**WHAT YOU NEED TO DO:** From the first entry to the last, copy each one exactly.

[Saved data entries]
****

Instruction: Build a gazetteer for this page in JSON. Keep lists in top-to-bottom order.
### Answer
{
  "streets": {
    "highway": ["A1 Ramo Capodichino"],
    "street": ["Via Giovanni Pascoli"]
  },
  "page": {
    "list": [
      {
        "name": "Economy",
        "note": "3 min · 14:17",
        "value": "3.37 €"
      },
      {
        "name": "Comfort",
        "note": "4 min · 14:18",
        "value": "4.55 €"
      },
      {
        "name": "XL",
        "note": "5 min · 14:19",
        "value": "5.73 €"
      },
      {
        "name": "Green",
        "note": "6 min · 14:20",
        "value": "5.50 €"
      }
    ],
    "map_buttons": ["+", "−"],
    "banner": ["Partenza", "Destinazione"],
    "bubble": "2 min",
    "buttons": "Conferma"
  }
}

****

**TASK RESPONSE:**
Instruction: Build a gazetteer for this page in JSON. Keep lists in top-to-bottom order.
### Answer
{
  "streets": {
    "highway": ["A1 Ramo Capodichino"],
    "street": ["Via Giovanni Pascoli"]
  },
  "page": {
    "list": [
      {
        "name": "Economy",
        "note": "3 min · 14:17",
        "value": "3.37 €"
      },
      {
        "name": "Comfort",
        "note": "4 min · 14:18",
        "value": "4.55 €"
      },
      {
        "name": "XL",
        "note": "5 min · 14:19",
        "value": "5.73 €"
      },
      {
        "name": "Green",
        "note": "6 min · 14:20",
        "value": "5.50 €"
      }
    ],
    "map_buttons": ["+", "−"],
    "banner": ["Partenza", "Destinazione"],
    "bubble": "2 min",
    "buttons": "Conferma"
  }
}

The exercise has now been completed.